# [What you will do]
Produce a verbatim transcript of the entries below, excluding pictures.

====== Material for this exercise ======

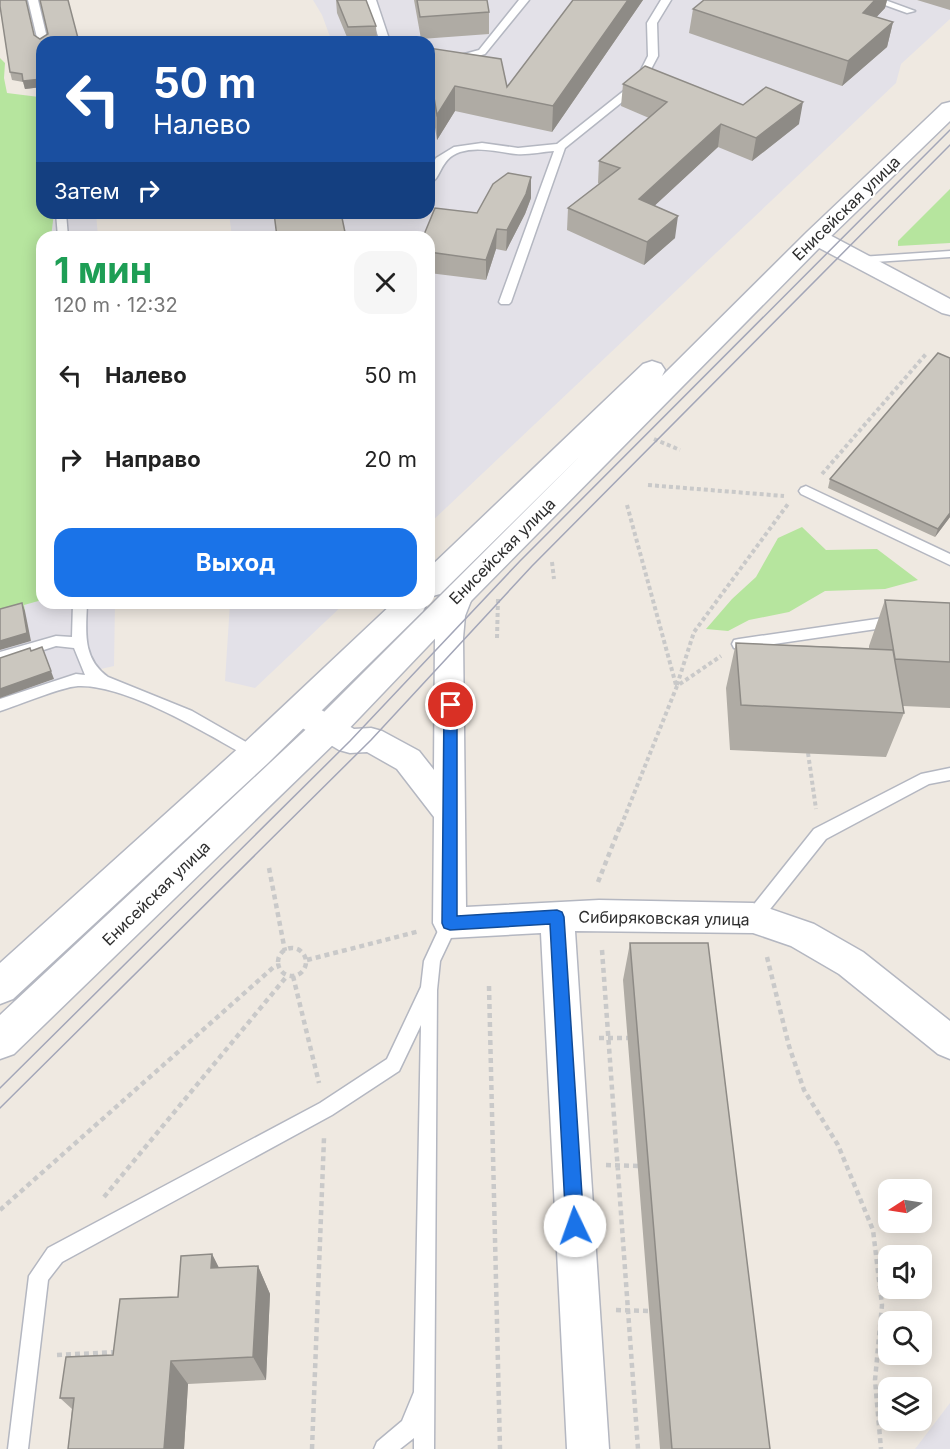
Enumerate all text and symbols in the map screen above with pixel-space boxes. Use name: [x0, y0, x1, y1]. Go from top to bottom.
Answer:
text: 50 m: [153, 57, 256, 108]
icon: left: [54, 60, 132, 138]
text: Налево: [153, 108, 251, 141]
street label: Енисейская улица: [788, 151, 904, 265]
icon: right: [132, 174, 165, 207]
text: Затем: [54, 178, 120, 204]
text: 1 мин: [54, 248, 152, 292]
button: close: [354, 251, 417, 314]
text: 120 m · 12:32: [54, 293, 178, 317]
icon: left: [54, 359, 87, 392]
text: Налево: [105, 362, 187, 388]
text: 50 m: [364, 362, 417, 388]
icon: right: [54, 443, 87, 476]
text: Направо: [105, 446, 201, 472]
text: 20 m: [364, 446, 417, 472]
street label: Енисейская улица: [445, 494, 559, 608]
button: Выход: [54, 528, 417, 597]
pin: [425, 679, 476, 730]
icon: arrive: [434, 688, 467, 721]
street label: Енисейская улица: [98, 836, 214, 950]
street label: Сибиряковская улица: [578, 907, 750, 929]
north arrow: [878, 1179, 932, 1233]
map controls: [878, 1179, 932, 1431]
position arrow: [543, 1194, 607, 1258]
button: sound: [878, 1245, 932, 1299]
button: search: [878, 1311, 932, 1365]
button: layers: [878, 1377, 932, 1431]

======

# [The answer]
Enumerate all text and symbols in the map screen above with pixel-space boxes. Use name: [x0, y0, x1, y1]. Go from top to bottom.
Answer:
text: 50 m: [153, 57, 256, 108]
icon: left: [54, 60, 132, 138]
text: Налево: [153, 108, 251, 141]
street label: Енисейская улица: [788, 151, 904, 265]
icon: right: [132, 174, 165, 207]
text: Затем: [54, 178, 120, 204]
text: 1 мин: [54, 248, 152, 292]
button: close: [354, 251, 417, 314]
text: 120 m · 12:32: [54, 293, 178, 317]
icon: left: [54, 359, 87, 392]
text: Налево: [105, 362, 187, 388]
text: 50 m: [364, 362, 417, 388]
icon: right: [54, 443, 87, 476]
text: Направо: [105, 446, 201, 472]
text: 20 m: [364, 446, 417, 472]
street label: Енисейская улица: [445, 494, 559, 608]
button: Выход: [54, 528, 417, 597]
pin: [425, 679, 476, 730]
icon: arrive: [434, 688, 467, 721]
street label: Енисейская улица: [98, 836, 214, 950]
street label: Сибиряковская улица: [578, 907, 750, 929]
north arrow: [878, 1179, 932, 1233]
map controls: [878, 1179, 932, 1431]
position arrow: [543, 1194, 607, 1258]
button: sound: [878, 1245, 932, 1299]
button: search: [878, 1311, 932, 1365]
button: layers: [878, 1377, 932, 1431]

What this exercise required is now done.